***** Dataset extract *****

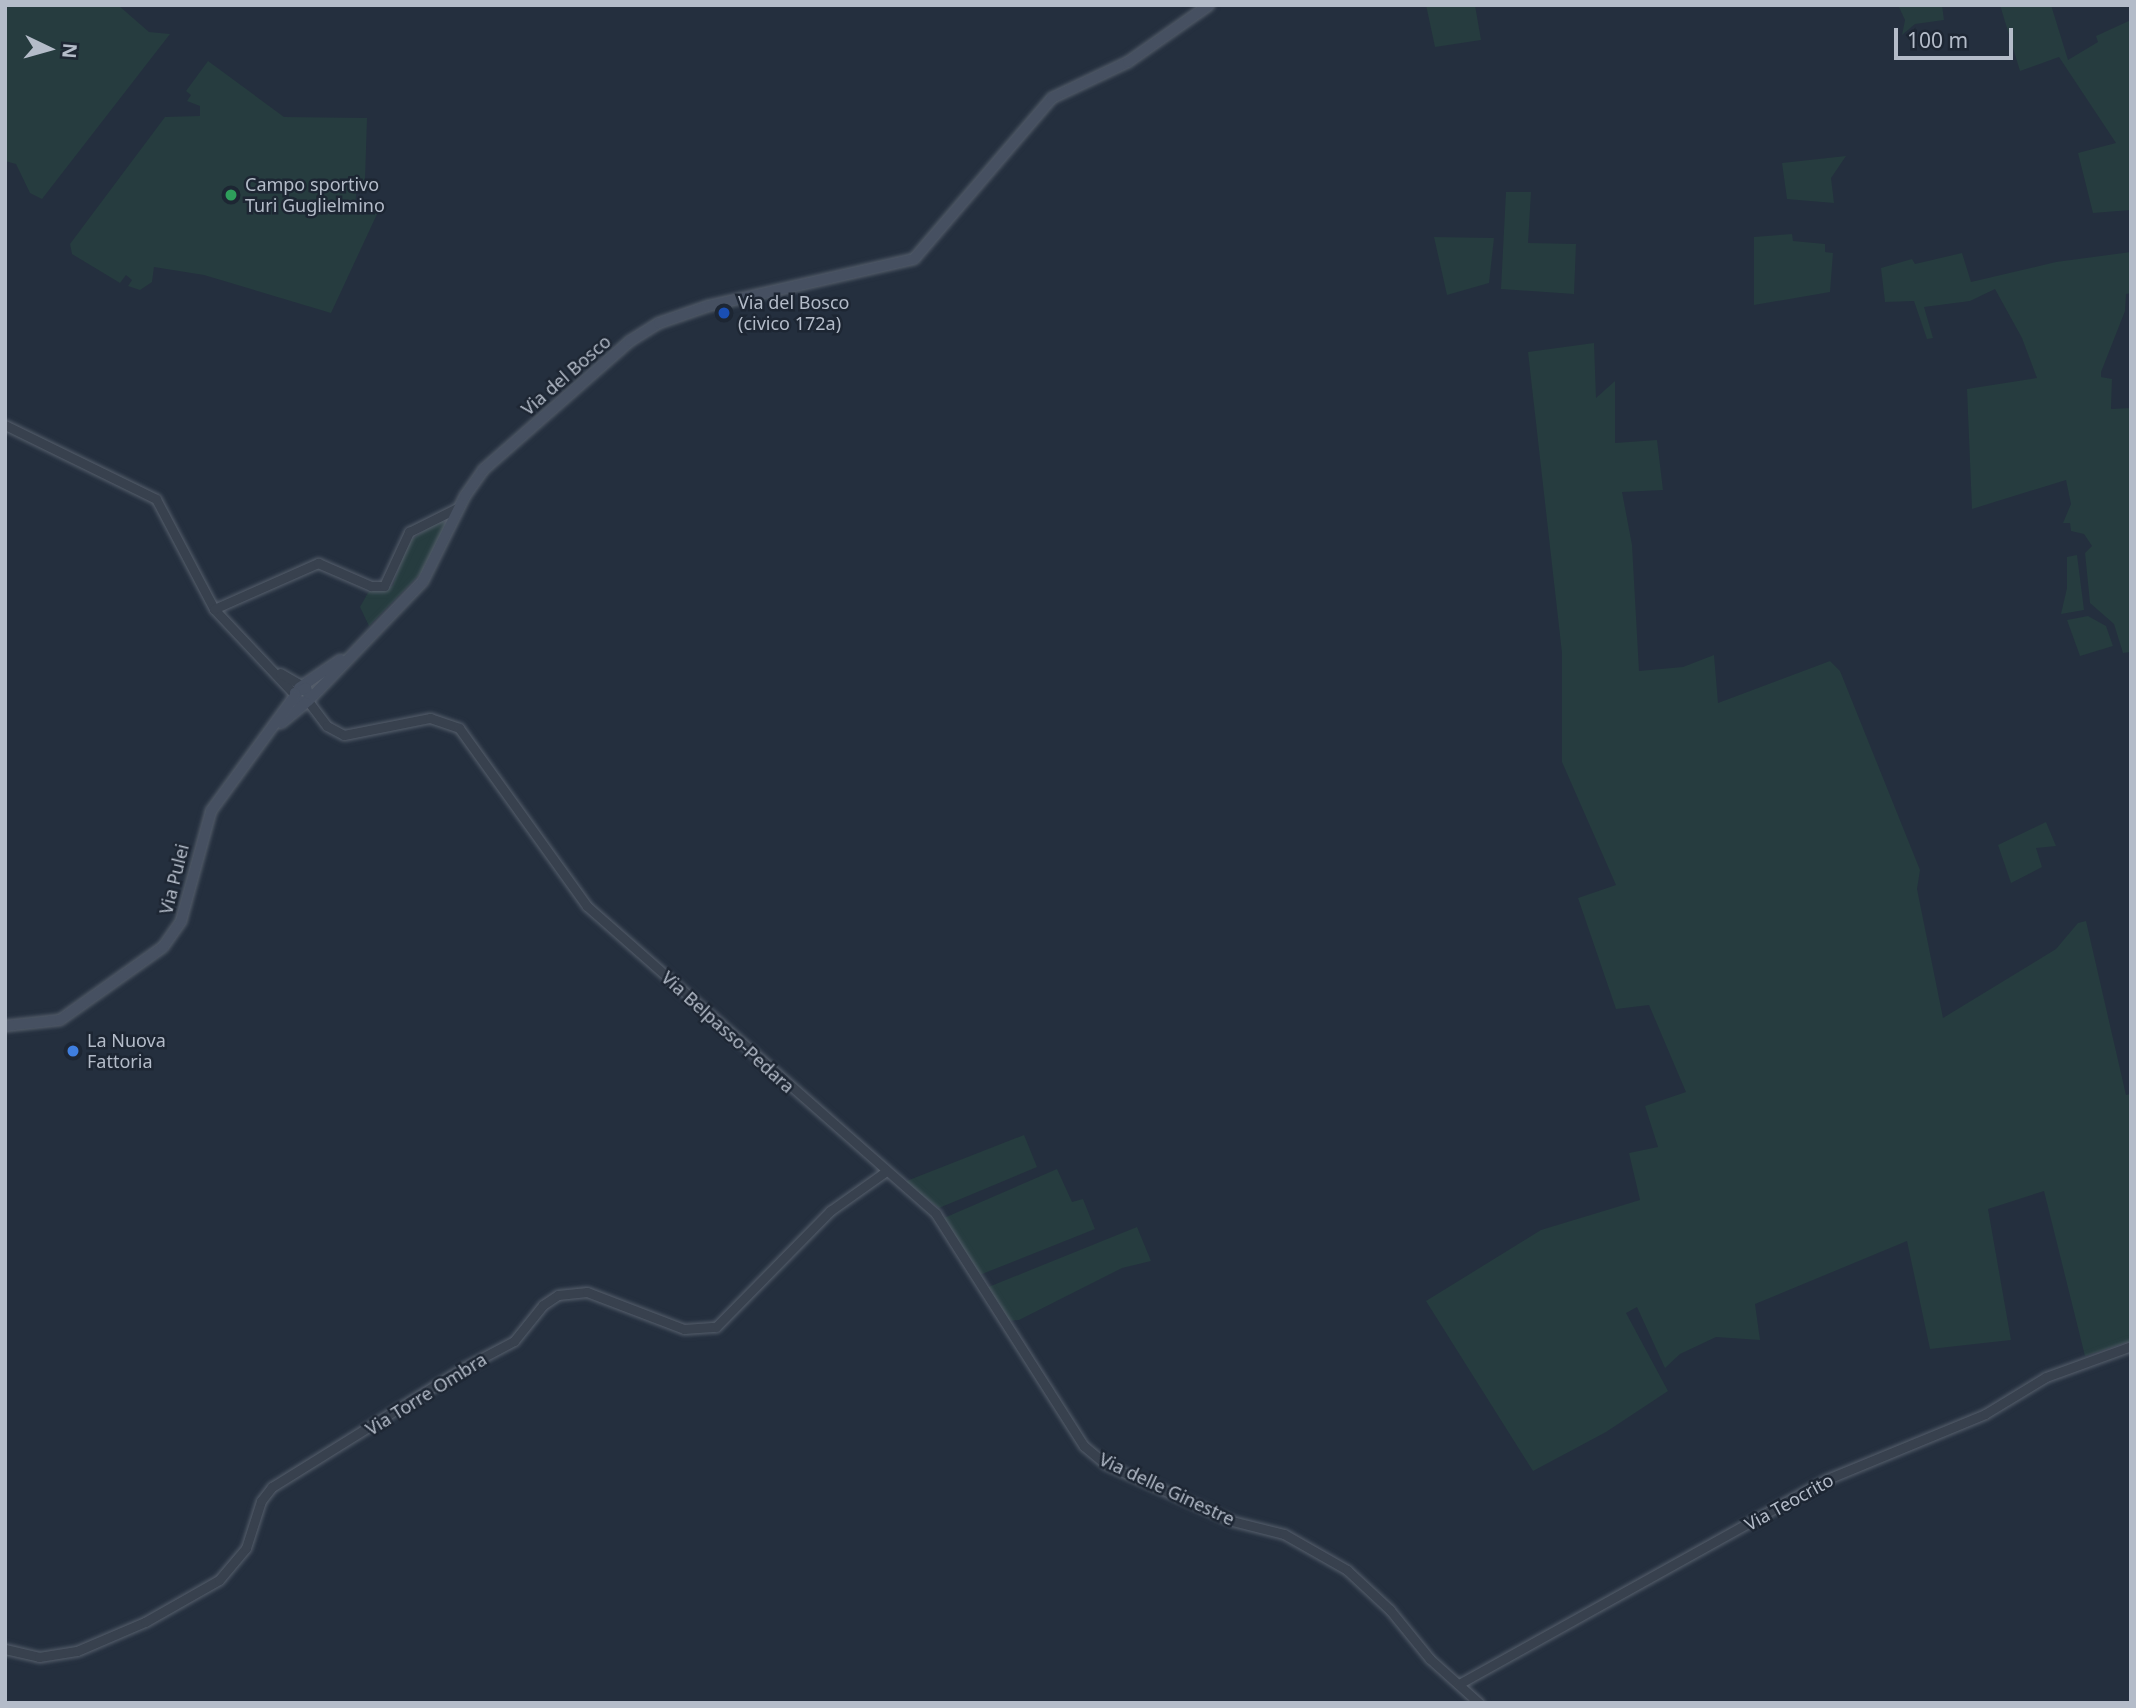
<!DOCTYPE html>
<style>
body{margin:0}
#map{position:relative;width:2136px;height:1708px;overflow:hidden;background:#242f3e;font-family:"Noto Sans",sans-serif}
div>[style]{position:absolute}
.green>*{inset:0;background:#263c3f}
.roads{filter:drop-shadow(0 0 2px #565f6c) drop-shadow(0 0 2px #565f6c)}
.tertiary>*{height:9px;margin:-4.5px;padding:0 4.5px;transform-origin:4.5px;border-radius:4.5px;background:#38414e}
.secondary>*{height:10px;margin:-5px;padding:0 5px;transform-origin:5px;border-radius:5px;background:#465061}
.dots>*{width:19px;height:19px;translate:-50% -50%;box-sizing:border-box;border:4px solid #1d2633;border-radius:50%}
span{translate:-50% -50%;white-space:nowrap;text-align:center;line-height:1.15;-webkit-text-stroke:5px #1d2633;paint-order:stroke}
.poi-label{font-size:18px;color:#b4bcc9}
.left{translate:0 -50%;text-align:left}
.street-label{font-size:18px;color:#b4bcc9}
.frame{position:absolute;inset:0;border:7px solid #b4bcc9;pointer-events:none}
.north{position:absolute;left:14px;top:14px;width:70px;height:70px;-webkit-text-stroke:5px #1d2633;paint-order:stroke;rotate:95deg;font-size:19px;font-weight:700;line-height:28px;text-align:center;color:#b4bcc9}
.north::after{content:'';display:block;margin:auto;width:24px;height:32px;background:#b4bcc9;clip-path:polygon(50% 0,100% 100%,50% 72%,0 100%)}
.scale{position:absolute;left:1894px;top:28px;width:119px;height:32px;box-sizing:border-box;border:4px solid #b4bcc9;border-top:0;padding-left:9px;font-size:21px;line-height:24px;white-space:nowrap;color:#b4bcc9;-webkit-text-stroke:5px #1d2633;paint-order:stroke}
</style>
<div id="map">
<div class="green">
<div style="clip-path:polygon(5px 5px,118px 5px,149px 32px,170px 34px,42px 199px,30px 193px,16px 164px,5px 161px)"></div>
<div style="clip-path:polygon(1426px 5px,1475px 5px,1481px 40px,1435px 47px)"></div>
<div style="clip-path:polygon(1898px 5px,1942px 5px,1944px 20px,1915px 24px,1902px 35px,1905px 20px)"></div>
<div style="clip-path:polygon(2000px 5px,2051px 5px,2068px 60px,2098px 42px,2096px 36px,2131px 20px,2131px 210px,2093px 213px,2078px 153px,2116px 143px,2059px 57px,2020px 71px)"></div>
<div style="clip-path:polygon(208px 61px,284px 117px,367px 118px,365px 180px,357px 181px,355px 209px,378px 212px,331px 313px,204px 275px,154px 267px,152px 282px,140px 290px,128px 286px,132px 280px,126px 275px,120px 283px,72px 254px,70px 244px,165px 117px,200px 116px,200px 106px,187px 101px,191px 95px,186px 91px)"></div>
<div style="clip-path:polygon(1846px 156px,1831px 178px,1834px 203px,1787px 199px,1782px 163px)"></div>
<div style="clip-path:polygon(1506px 192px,1531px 192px,1528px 243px,1576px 244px,1574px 294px,1501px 289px)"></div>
<div style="clip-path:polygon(1792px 234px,1793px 241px,1825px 244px,1825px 252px,1833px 253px,1830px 292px,1754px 305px,1754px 237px)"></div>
<div style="clip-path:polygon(1434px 237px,1494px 238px,1489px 283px,1447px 295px)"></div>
<div style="clip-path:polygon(2131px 252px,2131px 293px,2126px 294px,2125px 311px,2101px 372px,2101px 377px,2112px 379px,2111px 409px,2131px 408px,2131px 652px,2123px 653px,2114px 624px,2090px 603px,2085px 553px,2092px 546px,2084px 534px,2071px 531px,2070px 523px,2063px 523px,2071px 504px,2066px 480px,1972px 509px,1967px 389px,2037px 378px,2022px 338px,1995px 289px,1970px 301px,1924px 307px,1933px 338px,1927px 339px,1914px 301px,1885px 302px,1881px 268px,1912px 259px,1915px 264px,1962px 253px,1971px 282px,2056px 262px)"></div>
<div style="clip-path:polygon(1594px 343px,1596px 398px,1615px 381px,1615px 443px,1657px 440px,1663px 490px,1622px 492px,1632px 545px,1639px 671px,1683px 667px,1714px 655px,1718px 703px,1830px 661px,1840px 671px,1920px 870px,1917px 889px,1943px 1018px,2056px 949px,2078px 923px,2086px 921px,2126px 1095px,2131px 1094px,2131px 1341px,2085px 1356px,2044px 1191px,1988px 1209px,2011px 1340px,1930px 1349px,1907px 1241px,1755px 1304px,1760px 1340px,1716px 1337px,1680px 1354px,1665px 1368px,1637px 1307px,1626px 1313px,1668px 1391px,1606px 1432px,1533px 1471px,1426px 1301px,1541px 1230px,1640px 1200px,1629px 1153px,1658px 1147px,1645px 1106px,1686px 1092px,1649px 1005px,1616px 1009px,1578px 898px,1616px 885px,1562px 762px,1562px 653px,1528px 352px)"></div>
<div style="clip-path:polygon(441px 519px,446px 524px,422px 572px,369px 626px,360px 607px,369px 591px,384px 591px,393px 585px,408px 542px)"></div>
<div style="clip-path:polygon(2077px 555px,2084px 610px,2061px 614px,2067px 588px,2067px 557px)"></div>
<div style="clip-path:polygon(2088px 616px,2106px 626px,2113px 646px,2080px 656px,2067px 620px)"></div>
<div style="clip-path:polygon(2046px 822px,2056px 846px,2036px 848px,2042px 867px,2011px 883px,1998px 845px)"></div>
<div style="clip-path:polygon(1024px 1135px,1037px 1167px,939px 1208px,904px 1182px)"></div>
<div style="clip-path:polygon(1057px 1169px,1072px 1202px,1083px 1199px,1095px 1229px,977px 1276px,944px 1218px)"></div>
<div style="clip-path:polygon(1137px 1227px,1151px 1261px,1122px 1268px,1019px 1320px,1009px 1321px,986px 1288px)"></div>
</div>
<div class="roads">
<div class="tertiary">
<div style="left:5px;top:425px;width:168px;rotate:26.1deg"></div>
<div style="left:156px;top:499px;width:124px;rotate:62.2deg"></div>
<div style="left:214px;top:609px;width:118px;rotate:46.7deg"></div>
<div style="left:214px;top:609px;width:114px;rotate:-23.9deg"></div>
<div style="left:318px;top:563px;width:58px;rotate:23.5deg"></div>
<div style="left:371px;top:586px;width:13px"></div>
<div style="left:384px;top:586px;width:60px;rotate:-65.2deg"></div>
<div style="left:409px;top:532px;width:56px;rotate:-26.6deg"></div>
<div style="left:280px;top:673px;width:30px;rotate:30deg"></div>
<div style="left:308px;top:701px;width:31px;rotate:53deg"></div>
<div style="left:327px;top:726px;width:19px;rotate:28deg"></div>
<div style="left:344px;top:735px;width:88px;rotate:-11.2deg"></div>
<div style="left:430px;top:718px;width:31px;rotate:19deg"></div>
<div style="left:459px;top:728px;width:219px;rotate:54.3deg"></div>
<div style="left:587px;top:906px;width:465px;rotate:41.4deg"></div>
<div style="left:936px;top:1214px;width:275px;rotate:57.5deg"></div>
<div style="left:1084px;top:1446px;width:30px;rotate:40deg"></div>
<div style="left:1107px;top:1465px;width:137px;rotate:24.1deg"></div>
<div style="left:1232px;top:1521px;width:54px;rotate:14deg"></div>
<div style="left:1284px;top:1534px;width:73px;rotate:29.7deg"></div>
<div style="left:1347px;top:1570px;width:59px;rotate:42.9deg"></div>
<div style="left:1390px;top:1610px;width:63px;rotate:50.8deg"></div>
<div style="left:1430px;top:1659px;width:66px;rotate:41.9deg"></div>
<div style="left:5px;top:1649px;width:35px;rotate:13deg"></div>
<div style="left:39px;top:1657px;width:38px;rotate:-9deg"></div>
<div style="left:77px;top:1651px;width:74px;rotate:-23.1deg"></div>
<div style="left:145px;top:1622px;width:85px;rotate:-29.6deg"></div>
<div style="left:219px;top:1580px;width:42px;rotate:-49.8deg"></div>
<div style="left:246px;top:1548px;width:49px;rotate:-72.3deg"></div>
<div style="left:261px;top:1501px;width:18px;rotate:-52deg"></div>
<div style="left:272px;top:1487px;width:225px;rotate:-31.9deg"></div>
<div style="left:463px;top:1368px;width:58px;rotate:-27.9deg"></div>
<div style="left:514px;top:1341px;width:46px;rotate:-51.1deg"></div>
<div style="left:543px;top:1305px;width:18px;rotate:-34deg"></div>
<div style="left:558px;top:1295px;width:29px;rotate:-6deg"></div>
<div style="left:587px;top:1292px;width:104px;rotate:20.9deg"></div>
<div style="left:684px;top:1329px;width:32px;rotate:-4deg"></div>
<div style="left:716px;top:1327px;width:163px;rotate:-45.5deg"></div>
<div style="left:830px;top:1211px;width:67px;rotate:-35.3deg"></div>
<div style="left:1459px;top:1684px;width:419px;rotate:-29.1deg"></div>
<div style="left:1825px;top:1480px;width:173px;rotate:-22.4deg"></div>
<div style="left:1985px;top:1414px;width:71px;rotate:-31.2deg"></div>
<div style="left:2046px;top:1377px;width:90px;rotate:-20deg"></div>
</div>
<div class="secondary">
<div style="left:299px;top:688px;width:50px;rotate:-34.3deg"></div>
<div style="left:310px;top:699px;width:12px;rotate:-110deg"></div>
<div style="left:306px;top:688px;width:12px;rotate:156deg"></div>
<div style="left:295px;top:693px;width:9px;rotate:72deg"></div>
<div style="left:298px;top:702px;width:10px;rotate:-6deg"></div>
<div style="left:308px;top:701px;width:166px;rotate:-46.2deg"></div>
<div style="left:423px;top:581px;width:95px;rotate:-63.7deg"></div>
<div style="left:465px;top:496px;width:32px;rotate:-55deg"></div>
<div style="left:483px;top:470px;width:196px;rotate:-41.3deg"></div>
<div style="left:630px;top:341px;width:34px;rotate:-32deg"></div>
<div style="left:659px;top:323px;width:52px;rotate:-19.1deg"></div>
<div style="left:708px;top:306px;width:211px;rotate:-12.9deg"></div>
<div style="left:914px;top:259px;width:212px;rotate:-49.4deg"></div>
<div style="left:1052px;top:98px;width:84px;rotate:-25.3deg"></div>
<div style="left:1128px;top:62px;width:99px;rotate:-35.1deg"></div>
<div style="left:281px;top:723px;width:32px;rotate:-39deg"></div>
<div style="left:5px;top:1026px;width:55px;rotate:-6.2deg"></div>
<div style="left:60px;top:1020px;width:126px;rotate:-35.3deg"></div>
<div style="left:163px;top:947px;width:32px;rotate:-55deg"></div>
<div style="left:181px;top:921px;width:114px;rotate:-74.7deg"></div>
<div style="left:211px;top:811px;width:142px;rotate:-53.9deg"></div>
</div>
</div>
<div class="dots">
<div style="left:231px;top:195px;background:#2e9e5b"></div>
<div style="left:724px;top:313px;background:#1a4fb4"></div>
<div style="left:73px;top:1051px;background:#3f7fe0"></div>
</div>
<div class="poi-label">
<span class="left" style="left:245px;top:195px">Campo sportivo<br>Turi Guglielmino</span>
<span class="left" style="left:738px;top:313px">Via del Bosco<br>(civico 172a)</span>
<span class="left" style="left:87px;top:1051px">La Nuova<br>Fattoria</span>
</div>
<div class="street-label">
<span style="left:566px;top:375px;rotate:-41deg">Via del Bosco</span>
<span style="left:174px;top:879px;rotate:-76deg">Via Pulei</span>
<span style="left:728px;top:1032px;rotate:42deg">Via Belpasso-Pedara</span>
<span style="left:426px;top:1394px;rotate:-32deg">Via Torre Ombra</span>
<span style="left:1167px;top:1489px;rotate:25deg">Via delle Ginestre</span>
<span style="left:1789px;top:1502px;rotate:-29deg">Via Teocrito</span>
</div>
<div class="frame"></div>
<div class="north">N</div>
<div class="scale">100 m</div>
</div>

*****

■ What to work on ■
Copy each line holding the word "roads" from the listing above.

■ Output for this task ■
.roads{filter:drop-shadow(0 0 2px #565f6c) drop-shadow(0 0 2px #565f6c)}
<div class="roads">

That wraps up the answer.